Which lines of the entries below include "grass"? List them all.

Data for the task Start Marker

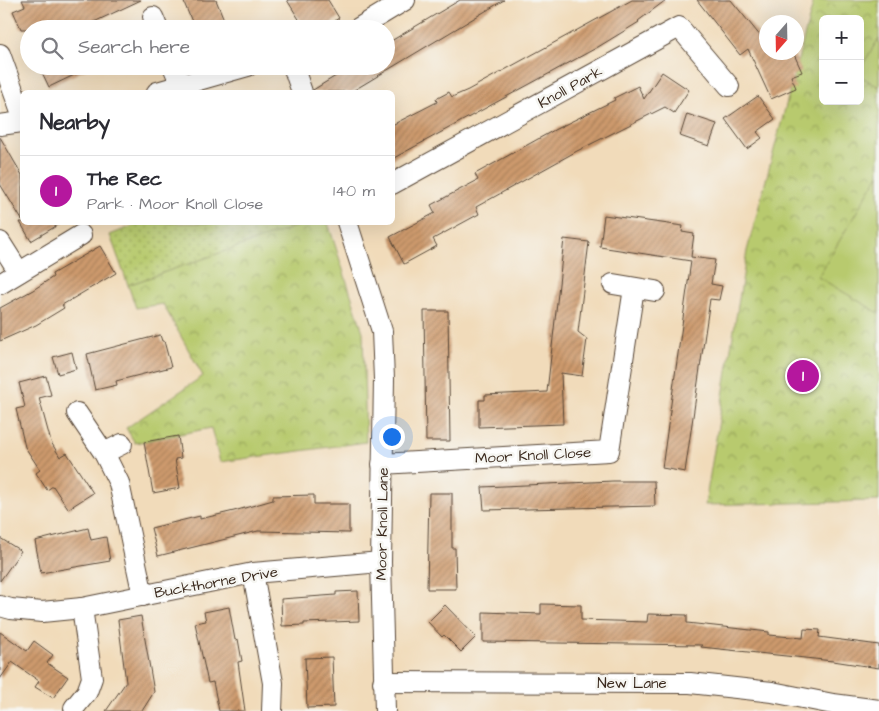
<!DOCTYPE html>
<meta charset="utf-8">
<style>
:root{--surface:#fff;--page:#f7f7f7;--text:#2b2b33;--muted:#7c7c81;--line:#e1e1e2;--accent:#b5179e}
body{margin:0;font-family:"Architects Daughter",sans-serif;background:var(--page);color:var(--text)}
.controls{position:absolute;right:15px;top:15px;display:grid;overflow:hidden;border-radius:8px;box-shadow:0 5px 20px #0002}
.controls button{width:45px;height:45px;display:grid;place-items:center;padding:0;border:0;border-bottom:1px solid var(--line);background:var(--surface);color:var(--text);font:25px sans-serif}
.compass{position:absolute;left:759px;top:15px;width:45px;height:45px;border-radius:50%;background:var(--surface);box-shadow:0 5px 20px #0002;rotate:200deg}
.you{position:absolute;left:391px;top:436px;width:18px;height:18px;margin:-12px;border:4px solid #fff;border-radius:50%;background:#1a73e8;box-shadow:0 0 0 8px #1a73e833}
.badge{display:grid;place-items:center;width:32px;height:32px;border-radius:50%;background:var(--accent);color:#fff;font-size:16px;font-weight:700}
.pin{position:absolute;translate:-50% -50%;border:2px solid #fff;box-shadow:0 1px 5px #0006}
.list{margin:0;padding:0;list-style:none}
h2{display:flex;justify-content:space-between;align-items:center;height:65px;margin:0;padding:0 20px;font-size:21px}
h2 small{font-size:16px;font-weight:400;color:var(--muted)}
.list li{display:grid;grid-template-columns:32px 1fr auto;gap:15px;align-items:center;box-sizing:border-box;height:70px;padding:0 20px;border-top:1px solid var(--line)}
.list b{display:block;font-size:19px;white-space:nowrap}
.list p{margin:0;font-size:16px;white-space:nowrap;color:var(--muted)}
.list em{font-size:16px;font-style:normal;color:var(--muted)}
.icon{flex:none;width:28px;height:28px;fill:none;stroke:currentColor;stroke-width:2;stroke-linecap:round;stroke-linejoin:round}
.map{position:relative;flex:none;width:879px;height:711px;overflow:hidden}
.search{position:absolute;background:var(--surface);box-shadow:0 5px 20px #0002;left:20px;top:20px;width:375px;height:55px;display:flex;align-items:center;gap:12px;box-sizing:border-box;padding:0 18px;border-radius:28px;color:var(--muted);font-size:19px}
.panel{position:absolute;background:var(--surface);box-shadow:0 5px 20px #0002;left:20px;top:90px;width:375px;height:135px;border-radius:8px}
.map>svg:first-child{display:block}
</style>
<div class="map">
<svg width="879" height="711" viewBox="0 0 879 711">
<defs>
<pattern id="grass-dots" width="8" height="8" patternUnits="userSpaceOnUse" patternTransform="scale(1.25)"><rect width="8" height="8" fill="#b8ca6e"/><path d="M2 2h.1M6 6h.1" fill="none" stroke="#97a45a" stroke-width="1.8" stroke-linecap="round"/></pattern>
<pattern id="park-crowns" width="20" height="18" patternUnits="userSpaceOnUse" patternTransform="scale(1.25)"><rect width="20" height="18" fill="#b8ca6e"/><path d="M2 6a3 3 0 1 1 6 0M12 15a3 3 0 1 1 6 0" fill="none" stroke="#97a45a"/></pattern>
<pattern id="building-hatch" width="6" height="6" patternUnits="userSpaceOnUse" patternTransform="scale(1.25)"><rect width="6" height="6" fill="#cd9a6d"/><path d="M-1 1l2-2M0 6l6-6M5 7l2-2" fill="none" stroke="#a87e59"/></pattern>
</defs>
<rect width="100%" height="100%" fill="#f6f6f2"/>
<filter id="ink" filterUnits="userSpaceOnUse"><feTurbulence type="fractalNoise" baseFrequency=".02" numOctaves="2"/><feDisplacementMap in="SourceGraphic" scale="10" xChannelSelector="R" yChannelSelector="G"/><feConvolveMatrix kernelMatrix="1 2 1 2 8 2 1 2 1" color-interpolation-filters="sRGB"/></filter>
<filter id="wash" filterUnits="userSpaceOnUse"><feTurbulence type="fractalNoise" baseFrequency=".0096" numOctaves="4" result="noise"/><feDisplacementMap in="SourceGraphic" scale="20" xChannelSelector="R" yChannelSelector="G"/><feGaussianBlur stdDeviation="1.12" result="paint"/><feColorMatrix in="noise" values="0 0 0 0 0 0 0 0 0 0 0 0 0 0 0 0 0 1.4 0 .05"/><feComposite in="paint" operator="in"/></filter>
<g filter="url(#wash)">
<rect width="100%" height="100%" fill="#f1dbba"/>
<path fill="url(#grass-dots)" stroke="#7a7a46" d="M140,223H309L128,285L110,235Z"/>
<g fill="url(#park-crowns)" stroke="#7a7a46" fill-rule="evenodd">
<path d="M814,0H879V501L705,505L747,251ZM823,19H860V101H823Z"/>
<path d="M309,222L328,223L363,332L366,442L220,462L211,428L135,443L126,428L203,376L163,304L136,308L128,285Z"/>
</g>
<g fill="#b8ca6e" stroke="#7a7a46">
<path d="M879,38V87L860,76V69Z"/>
<path d="M879,174V313L818,277Z"/>
</g>
<g id="blocks">
<g fill="url(#building-hatch)">
<path d="M22,0H141L79,29H21L13,11L25,6Z"/>
<path d="M183,0H216L225,22L209,29H195Z"/>
<path d="M287,0H328L339,18L322,29H305Z"/>
<path d="M460,0H504L351,92H314L313,90L352,66H386V44Z"/>
<path d="M632,0H666L638,21L639,22L598,47L392,159V125L437,102L436,99L449,92L452,97L468,90Z"/>
<path d="M697,0H731L766,43V52H793L802,72L791,76L796,88L771,99L748,49L740,55Z"/>
<path d="M39,66H93L49,87Z"/>
<path d="M662,72L689,90L674,113L665,107L577,151L476,207L479,214L433,239L437,246L404,264L390,237L435,213L431,205L478,180L475,174L556,129L615,100L614,98L638,86L644,99Z"/>
<path d="M758,96L775,119L757,132L762,138L747,149L725,119Z"/>
<path d="M687,114L717,124L709,146L680,136Z"/>
<path d="M0,137L22,175V220L0,184Z"/>
<path d="M604,215L683,226L682,232L694,234L691,257L715,260L711,284L722,286L719,300L710,299L685,472L662,468L691,261L600,247Z"/>
<path d="M20,222H63L31,241Z"/>
<path d="M564,239L589,242L578,332L587,339L582,376L561,373L563,424L479,427V400H485V395L547,392Z"/>
<path d="M100,246L116,273L62,305L64,308L36,325L0,341V308L33,290L53,277L52,274Z"/>
<path d="M424,311H448L450,441H426Z"/>
<path d="M160,335L162,341H164L171,367L116,381L117,385L95,390L87,354Z"/>
<path d="M72,352L76,369L58,374L53,357Z"/>
<path d="M46,376L51,395L39,398L51,442L60,457L67,453L93,493L68,509L53,486L47,490L36,473L40,470L25,447L16,409L25,407L19,383Z"/>
<path d="M178,436L181,458L175,459L180,488L153,493L144,442Z"/>
<path d="M613,481H654L655,506L484,510L482,487Z"/>
<path d="M429,493H452V548H455L456,589H427Z"/>
<path d="M314,495V504H349V533L258,531L158,556L151,528L200,516V519L234,511L273,500V496Z"/>
<path d="M88,528L91,540L106,537L110,561L41,573L35,541Z"/>
<path d="M0,538L21,551L0,581Z"/>
<path d="M358,591L359,621L304,623V625L282,626L281,599L336,595V592Z"/>
<path d="M541,604L581,605V620L647,622L648,614L687,615V623L769,632V635L803,638L804,629L820,630L819,637L879,645V668L833,661L701,647L702,645L483,642V612L541,614Z"/>
<path d="M445,605L476,637L461,652L444,635L442,637L428,622Z"/>
<path d="M229,607L235,640L238,639L242,661L238,662L245,711H219L213,682L208,683L195,623L206,621L204,612Z"/>
<path d="M141,616L154,692L142,711H106L126,682L118,620Z"/>
<path d="M0,632L27,651L34,641L53,655L47,663L68,677L53,698L35,687L39,681L12,662L0,679Z"/>
<path d="M332,657L334,707L307,708L305,658Z"/>
</g>
</g>
</g>
<g filter="url(#ink)">
<use href="#blocks" fill-opacity="0" stroke="#564535" stroke-width="1"/>
<g fill="none" stroke-linecap="round" stroke-linejoin="round">
<g stroke="#564535" stroke-width="22">
<g id="minor">
<path d="M153,17L158,29"/>
<path d="M357,29L405,0"/>
<path d="M0,54L22,115"/>
<path d="M173,66L181,85"/>
<path d="M293,66L302,92"/>
<path d="M157,92L248,66"/>
<path d="M0,125L22,122"/>
<path d="M392,184L679,27L729,86"/>
<path d="M347,222L382,331L384,379L381,562L385,711"/>
<path d="M0,242L19,272"/>
<path d="M0,284L81,235"/>
<path d="M613,284L655,291"/>
<path d="M77,413L104,453L119,483L143,596"/>
<path d="M104,453L122,444"/>
<path d="M382,464L609,451L634,288"/>
<path d="M253,573L273,683L272,711"/>
<path d="M0,606L11,609L42,612L82,608L253,573L381,562"/>
<path d="M383,682L690,683L772,692L833,704L879,710"/>
<path d="M74,708L87,692L92,678L82,608"/>
</g>
</g>
<use href="#minor" stroke="#fff" stroke-width="20"/>
</g>
</g>
<g text-anchor="middle" stroke-width="5" stroke-linejoin="round" paint-order="stroke">
<g font-size="15" fill="#3b2a1e" stroke="#f6f6f2">
<text transform="translate(570 87) rotate(-29)" y="5">Knoll Park</text>
<text transform="translate(533 455) rotate(-3)" y="5">Moor Knoll Close</text>
<text transform="translate(382 524) rotate(-89)" y="5">Moor Knoll Lane</text>
<text transform="translate(216 582) rotate(-10)" y="5">Buckthorne Drive</text>
<text x="632" y="688">New Lane</text>
</g>
</g>
</svg>
<div class="controls">
<button>+</button>
<button>−</button>
</div>
<svg class="compass" viewBox="-18 -18 36 36"><path d="M0-13l5 13h-10z" fill="#e53935"/><path d="M0 13l5-13h-10z" fill="#7c7c81"/></svg>
<div class="you"></div>
<div class="pin badge" style="left:803px;top:376px">1</div>
<div class="search"><svg class="icon" aria-label="search" viewBox="0 0 24 24"><circle cx="10" cy="10" r="6"/><path d="M15 15l6 6"/></svg>Search here</div>
<section class="panel">
<h2>Nearby<small></small></h2>
<ul class="list">
<li><span class="badge">1</span><div><b>The Rec</b><p>Park · Moor Knoll Close</p></div><em>140 m</em></li>
</ul>
</section>
</div>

Data for the task End Marker

* **Output for this exercise**
<pattern id="grass-dots" width="8" height="8" patternUnits="userSpaceOnUse" patternTransform="scale(1.25)"><rect width="8" height="8" fill="#b8ca6e"/><path d="M2 2h.1M6 6h.1" fill="none" stroke="#97a45a" stroke-width="1.8" stroke-linecap="round"/></pattern>
<path fill="url(#grass-dots)" stroke="#7a7a46" d="M140,223H309L128,285L110,235Z"/>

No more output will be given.